+++ LISTED RECORDS

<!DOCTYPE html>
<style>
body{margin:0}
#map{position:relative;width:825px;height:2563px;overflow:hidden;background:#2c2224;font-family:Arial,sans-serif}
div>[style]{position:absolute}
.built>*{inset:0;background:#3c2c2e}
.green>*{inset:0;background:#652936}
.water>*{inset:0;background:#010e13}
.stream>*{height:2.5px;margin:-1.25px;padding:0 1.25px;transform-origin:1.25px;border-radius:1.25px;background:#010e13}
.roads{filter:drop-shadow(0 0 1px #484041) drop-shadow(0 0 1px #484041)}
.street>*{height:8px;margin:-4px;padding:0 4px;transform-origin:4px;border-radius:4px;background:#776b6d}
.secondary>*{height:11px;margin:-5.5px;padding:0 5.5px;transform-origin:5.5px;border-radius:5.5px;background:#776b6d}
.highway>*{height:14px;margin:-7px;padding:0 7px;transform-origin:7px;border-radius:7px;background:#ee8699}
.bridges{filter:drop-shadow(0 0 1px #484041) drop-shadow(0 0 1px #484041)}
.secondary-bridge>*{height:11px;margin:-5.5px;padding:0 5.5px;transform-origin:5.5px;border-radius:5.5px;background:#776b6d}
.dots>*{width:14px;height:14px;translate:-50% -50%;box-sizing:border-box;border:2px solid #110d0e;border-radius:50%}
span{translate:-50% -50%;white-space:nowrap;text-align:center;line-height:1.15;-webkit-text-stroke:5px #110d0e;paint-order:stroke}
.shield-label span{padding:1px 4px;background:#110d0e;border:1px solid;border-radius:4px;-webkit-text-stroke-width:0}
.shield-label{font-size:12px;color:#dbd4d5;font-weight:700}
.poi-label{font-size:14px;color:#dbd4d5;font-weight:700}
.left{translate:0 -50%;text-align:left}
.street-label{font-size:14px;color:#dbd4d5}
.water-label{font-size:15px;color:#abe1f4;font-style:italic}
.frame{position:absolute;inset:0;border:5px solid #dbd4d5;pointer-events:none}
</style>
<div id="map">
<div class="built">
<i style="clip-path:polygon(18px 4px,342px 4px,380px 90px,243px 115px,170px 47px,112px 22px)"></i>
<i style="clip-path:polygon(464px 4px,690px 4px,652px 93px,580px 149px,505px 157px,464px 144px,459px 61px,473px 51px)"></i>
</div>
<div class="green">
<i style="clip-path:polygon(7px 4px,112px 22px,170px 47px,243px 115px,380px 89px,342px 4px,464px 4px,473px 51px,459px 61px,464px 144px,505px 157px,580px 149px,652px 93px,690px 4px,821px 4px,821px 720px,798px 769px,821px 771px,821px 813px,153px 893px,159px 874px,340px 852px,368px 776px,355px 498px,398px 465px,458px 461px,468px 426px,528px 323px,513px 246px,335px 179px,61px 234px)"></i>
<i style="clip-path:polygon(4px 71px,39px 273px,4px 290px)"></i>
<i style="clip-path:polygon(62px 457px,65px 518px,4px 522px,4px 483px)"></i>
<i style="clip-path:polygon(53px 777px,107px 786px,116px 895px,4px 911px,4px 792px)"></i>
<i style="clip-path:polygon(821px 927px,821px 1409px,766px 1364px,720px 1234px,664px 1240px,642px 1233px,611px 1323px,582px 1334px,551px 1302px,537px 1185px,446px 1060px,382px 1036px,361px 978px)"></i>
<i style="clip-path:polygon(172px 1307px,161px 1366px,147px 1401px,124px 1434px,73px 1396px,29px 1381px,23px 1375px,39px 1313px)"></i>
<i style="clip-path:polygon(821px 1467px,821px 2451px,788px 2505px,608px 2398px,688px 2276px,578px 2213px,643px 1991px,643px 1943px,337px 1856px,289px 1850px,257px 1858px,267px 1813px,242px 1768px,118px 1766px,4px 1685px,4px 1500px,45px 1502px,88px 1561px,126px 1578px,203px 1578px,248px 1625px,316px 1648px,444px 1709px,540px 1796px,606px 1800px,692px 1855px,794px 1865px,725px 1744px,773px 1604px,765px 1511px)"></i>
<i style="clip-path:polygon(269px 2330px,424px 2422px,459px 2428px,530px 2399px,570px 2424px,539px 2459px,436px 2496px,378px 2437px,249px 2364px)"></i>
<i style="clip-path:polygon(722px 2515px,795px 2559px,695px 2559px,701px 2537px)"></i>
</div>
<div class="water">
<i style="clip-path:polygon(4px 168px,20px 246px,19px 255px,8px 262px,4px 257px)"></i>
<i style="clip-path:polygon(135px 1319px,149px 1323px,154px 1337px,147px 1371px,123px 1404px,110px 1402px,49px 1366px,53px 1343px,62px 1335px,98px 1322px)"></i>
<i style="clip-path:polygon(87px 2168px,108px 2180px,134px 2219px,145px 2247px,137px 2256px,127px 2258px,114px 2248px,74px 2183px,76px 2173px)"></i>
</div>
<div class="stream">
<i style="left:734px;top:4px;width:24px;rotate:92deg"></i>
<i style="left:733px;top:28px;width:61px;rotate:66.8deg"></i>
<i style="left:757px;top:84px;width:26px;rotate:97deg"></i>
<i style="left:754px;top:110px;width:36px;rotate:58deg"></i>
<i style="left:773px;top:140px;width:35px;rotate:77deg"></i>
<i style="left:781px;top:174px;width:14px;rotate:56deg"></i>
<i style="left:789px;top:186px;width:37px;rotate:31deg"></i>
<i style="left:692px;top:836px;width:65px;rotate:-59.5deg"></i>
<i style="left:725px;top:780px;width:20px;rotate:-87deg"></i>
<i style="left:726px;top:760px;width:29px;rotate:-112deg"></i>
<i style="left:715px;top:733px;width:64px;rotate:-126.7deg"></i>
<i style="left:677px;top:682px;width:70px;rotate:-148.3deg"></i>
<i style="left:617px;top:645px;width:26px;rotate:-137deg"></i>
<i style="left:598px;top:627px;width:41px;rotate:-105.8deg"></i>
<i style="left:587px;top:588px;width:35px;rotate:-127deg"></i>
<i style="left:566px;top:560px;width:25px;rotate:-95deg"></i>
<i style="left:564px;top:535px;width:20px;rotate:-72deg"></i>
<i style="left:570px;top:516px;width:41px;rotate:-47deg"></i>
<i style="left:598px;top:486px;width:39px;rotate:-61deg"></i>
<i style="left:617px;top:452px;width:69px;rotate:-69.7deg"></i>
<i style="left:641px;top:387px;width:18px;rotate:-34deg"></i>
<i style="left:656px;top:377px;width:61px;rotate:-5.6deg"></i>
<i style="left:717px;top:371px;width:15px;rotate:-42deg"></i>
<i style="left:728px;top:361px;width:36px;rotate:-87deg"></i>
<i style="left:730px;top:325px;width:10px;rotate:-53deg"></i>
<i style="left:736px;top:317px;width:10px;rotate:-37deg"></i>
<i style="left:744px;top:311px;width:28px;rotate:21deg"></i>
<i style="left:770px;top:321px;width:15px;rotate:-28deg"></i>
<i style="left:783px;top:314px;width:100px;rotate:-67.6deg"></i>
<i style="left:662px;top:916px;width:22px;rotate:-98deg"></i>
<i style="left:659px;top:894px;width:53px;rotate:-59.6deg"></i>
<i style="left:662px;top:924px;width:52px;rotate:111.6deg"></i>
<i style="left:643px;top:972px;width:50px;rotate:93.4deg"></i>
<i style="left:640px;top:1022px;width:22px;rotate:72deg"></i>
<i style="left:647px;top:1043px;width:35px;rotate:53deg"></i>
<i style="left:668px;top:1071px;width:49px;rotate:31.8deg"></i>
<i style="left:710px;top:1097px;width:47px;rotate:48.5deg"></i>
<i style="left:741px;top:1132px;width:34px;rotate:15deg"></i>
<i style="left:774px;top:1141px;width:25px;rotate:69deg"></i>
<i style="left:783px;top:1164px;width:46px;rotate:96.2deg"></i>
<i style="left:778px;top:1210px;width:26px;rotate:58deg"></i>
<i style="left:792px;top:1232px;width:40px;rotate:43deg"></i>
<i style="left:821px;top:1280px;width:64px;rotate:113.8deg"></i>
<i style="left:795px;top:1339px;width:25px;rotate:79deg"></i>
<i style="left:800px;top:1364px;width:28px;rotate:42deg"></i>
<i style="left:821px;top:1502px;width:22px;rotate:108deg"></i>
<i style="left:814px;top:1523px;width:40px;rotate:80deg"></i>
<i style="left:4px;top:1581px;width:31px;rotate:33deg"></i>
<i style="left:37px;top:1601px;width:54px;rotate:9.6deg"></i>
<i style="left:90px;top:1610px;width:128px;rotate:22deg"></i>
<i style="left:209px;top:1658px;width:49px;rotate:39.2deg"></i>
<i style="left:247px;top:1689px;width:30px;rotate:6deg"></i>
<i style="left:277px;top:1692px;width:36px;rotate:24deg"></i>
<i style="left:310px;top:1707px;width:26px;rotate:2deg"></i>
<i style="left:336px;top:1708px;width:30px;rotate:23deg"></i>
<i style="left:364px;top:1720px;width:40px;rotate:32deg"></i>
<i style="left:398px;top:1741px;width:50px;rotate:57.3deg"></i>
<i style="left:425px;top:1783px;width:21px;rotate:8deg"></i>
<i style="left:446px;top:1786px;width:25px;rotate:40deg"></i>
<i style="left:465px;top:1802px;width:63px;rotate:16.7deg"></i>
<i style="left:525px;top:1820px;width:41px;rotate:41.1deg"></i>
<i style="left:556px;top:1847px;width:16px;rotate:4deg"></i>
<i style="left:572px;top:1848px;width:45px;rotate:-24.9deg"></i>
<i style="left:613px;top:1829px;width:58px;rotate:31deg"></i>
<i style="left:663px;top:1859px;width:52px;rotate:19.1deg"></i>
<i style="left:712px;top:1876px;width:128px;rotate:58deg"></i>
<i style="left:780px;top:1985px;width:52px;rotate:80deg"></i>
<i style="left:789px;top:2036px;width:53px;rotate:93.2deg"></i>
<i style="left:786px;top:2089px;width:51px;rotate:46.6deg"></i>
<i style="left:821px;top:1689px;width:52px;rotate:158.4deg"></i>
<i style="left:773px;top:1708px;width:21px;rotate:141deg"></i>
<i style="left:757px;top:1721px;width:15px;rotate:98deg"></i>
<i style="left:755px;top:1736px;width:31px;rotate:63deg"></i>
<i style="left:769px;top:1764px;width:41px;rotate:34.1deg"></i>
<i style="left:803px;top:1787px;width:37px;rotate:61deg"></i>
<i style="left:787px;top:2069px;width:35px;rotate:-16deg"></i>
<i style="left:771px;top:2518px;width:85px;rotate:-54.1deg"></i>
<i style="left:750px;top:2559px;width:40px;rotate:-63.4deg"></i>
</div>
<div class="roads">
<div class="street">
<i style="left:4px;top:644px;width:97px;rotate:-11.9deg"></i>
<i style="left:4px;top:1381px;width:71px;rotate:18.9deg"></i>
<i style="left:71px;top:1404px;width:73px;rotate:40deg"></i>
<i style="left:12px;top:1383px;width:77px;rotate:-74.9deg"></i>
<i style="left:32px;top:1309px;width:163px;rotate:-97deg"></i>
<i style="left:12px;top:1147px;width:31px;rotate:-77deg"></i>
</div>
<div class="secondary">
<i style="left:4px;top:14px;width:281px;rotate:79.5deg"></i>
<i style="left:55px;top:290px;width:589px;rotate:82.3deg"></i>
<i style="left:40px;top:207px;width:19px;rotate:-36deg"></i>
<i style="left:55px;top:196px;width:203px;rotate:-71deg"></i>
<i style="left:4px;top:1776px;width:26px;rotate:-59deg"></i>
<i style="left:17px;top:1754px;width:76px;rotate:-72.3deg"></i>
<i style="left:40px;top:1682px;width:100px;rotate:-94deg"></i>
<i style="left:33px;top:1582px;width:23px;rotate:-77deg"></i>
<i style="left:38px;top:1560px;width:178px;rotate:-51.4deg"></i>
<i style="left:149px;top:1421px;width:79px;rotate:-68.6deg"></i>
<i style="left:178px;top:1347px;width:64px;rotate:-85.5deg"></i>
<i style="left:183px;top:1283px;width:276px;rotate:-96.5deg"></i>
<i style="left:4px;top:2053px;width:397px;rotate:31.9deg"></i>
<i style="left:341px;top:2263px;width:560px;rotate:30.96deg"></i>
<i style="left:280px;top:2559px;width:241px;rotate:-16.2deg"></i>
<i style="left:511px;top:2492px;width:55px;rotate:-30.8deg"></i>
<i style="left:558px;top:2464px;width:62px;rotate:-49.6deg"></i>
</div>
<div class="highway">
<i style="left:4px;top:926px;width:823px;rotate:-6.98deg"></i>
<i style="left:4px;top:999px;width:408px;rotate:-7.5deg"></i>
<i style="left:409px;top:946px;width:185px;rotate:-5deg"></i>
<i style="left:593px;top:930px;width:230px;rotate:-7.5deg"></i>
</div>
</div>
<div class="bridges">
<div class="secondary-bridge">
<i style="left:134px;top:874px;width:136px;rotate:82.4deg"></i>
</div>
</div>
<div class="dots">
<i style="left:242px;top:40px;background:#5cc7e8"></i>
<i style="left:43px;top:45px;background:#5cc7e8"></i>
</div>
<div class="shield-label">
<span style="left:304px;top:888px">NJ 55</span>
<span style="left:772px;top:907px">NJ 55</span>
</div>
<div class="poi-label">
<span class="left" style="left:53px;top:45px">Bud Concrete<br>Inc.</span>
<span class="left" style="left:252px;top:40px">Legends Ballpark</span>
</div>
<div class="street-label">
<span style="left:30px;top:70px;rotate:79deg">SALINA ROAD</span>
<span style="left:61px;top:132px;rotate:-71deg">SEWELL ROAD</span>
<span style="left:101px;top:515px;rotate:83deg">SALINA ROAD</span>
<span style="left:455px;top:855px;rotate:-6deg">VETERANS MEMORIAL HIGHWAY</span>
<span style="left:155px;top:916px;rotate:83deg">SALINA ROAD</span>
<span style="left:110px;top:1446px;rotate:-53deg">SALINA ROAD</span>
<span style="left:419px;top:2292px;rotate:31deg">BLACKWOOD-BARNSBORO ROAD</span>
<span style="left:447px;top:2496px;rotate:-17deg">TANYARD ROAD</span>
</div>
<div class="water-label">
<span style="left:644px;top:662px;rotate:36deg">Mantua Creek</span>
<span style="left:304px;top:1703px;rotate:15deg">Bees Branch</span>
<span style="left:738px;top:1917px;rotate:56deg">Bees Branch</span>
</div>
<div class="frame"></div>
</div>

++++++

- **WHAT YOU HAVE TO DO**
A single integer is the expected output: the number of lines in the data that include the word "stream".

- **EXERCISE RESULT**
2